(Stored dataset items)
################

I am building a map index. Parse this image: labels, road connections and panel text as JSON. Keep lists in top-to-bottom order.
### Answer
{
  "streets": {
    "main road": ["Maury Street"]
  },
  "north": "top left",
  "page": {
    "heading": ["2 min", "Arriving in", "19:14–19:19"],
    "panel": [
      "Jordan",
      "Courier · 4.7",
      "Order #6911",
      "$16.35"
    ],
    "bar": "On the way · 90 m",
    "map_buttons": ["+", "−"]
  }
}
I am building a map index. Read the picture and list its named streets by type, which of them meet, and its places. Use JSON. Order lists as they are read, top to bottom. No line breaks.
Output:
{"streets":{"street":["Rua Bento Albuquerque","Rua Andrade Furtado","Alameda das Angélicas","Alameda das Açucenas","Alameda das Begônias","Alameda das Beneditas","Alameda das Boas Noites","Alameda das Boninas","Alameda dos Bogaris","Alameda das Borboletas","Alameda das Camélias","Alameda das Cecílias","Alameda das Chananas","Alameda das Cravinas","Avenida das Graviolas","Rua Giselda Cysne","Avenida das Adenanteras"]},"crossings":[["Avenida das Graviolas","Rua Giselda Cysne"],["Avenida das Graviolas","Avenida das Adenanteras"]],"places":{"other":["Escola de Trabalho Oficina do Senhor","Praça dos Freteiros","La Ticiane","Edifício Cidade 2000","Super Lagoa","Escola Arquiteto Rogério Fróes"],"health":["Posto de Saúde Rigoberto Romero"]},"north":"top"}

################

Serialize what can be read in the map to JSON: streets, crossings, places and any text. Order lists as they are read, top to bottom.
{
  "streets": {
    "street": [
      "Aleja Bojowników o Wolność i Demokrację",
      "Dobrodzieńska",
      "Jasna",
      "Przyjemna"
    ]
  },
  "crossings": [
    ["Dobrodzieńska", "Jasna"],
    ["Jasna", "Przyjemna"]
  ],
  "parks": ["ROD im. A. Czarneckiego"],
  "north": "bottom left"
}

################

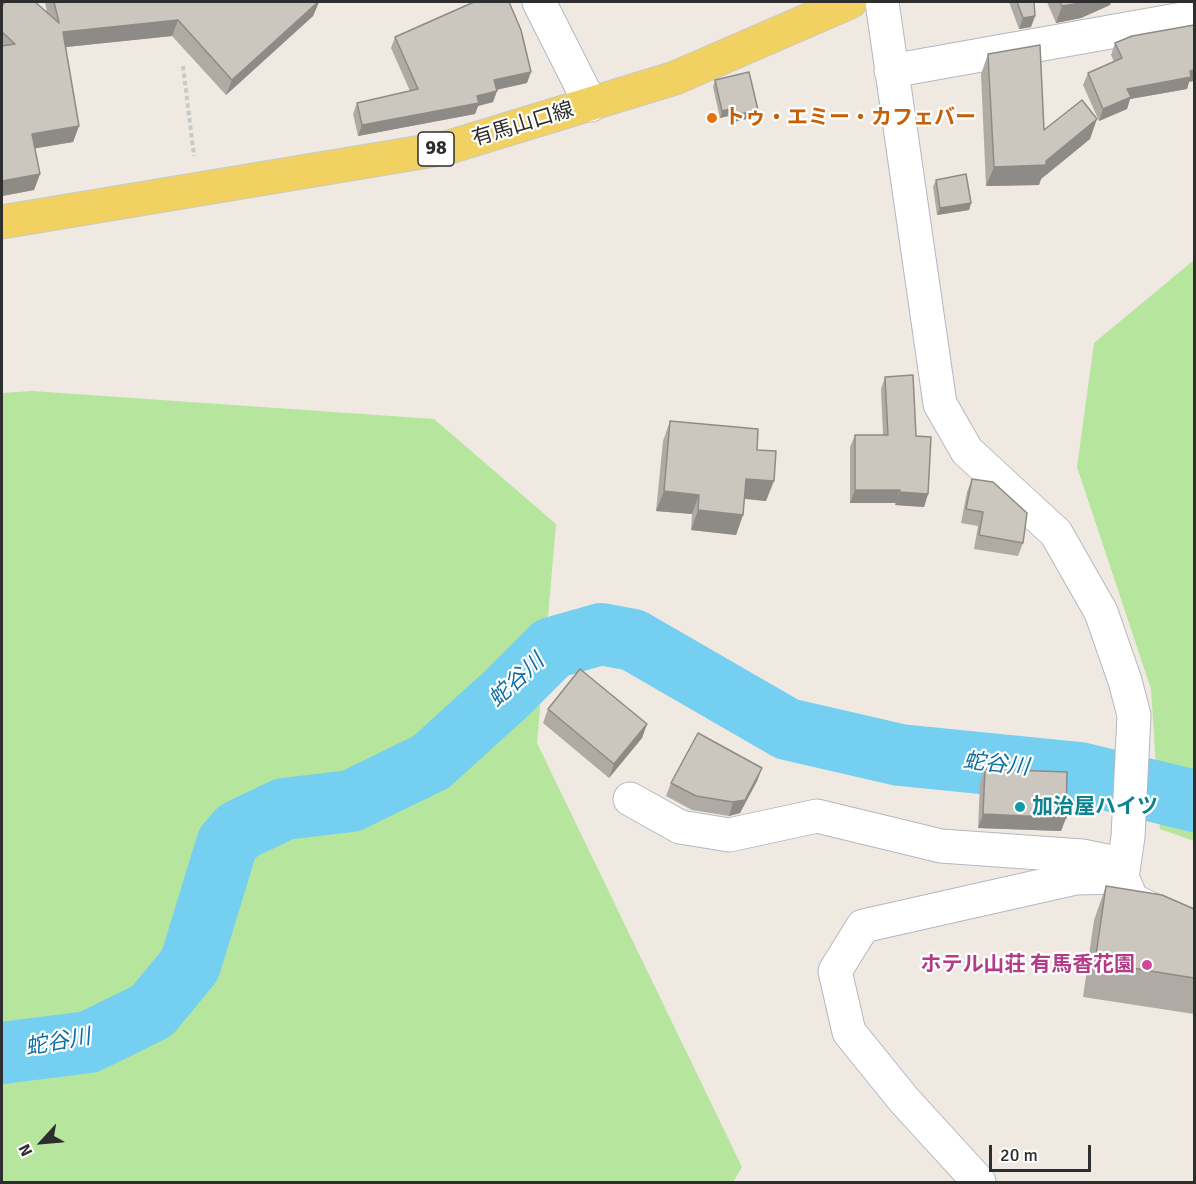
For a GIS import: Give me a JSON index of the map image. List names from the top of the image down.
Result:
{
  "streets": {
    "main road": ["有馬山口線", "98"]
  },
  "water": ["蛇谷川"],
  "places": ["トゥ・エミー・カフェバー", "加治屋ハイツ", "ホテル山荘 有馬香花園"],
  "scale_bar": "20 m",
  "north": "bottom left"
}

################

# PROMPT:
For each line above that holds the string "image", provide a copy of that line.

# RESPONSE AREA:
I am building a map index. Parse this image: labels, road connections and panel text as JSON. Keep lists in top-to-bottom order.
For a GIS import: Give me a JSON index of the map image. List names from the top of the image down.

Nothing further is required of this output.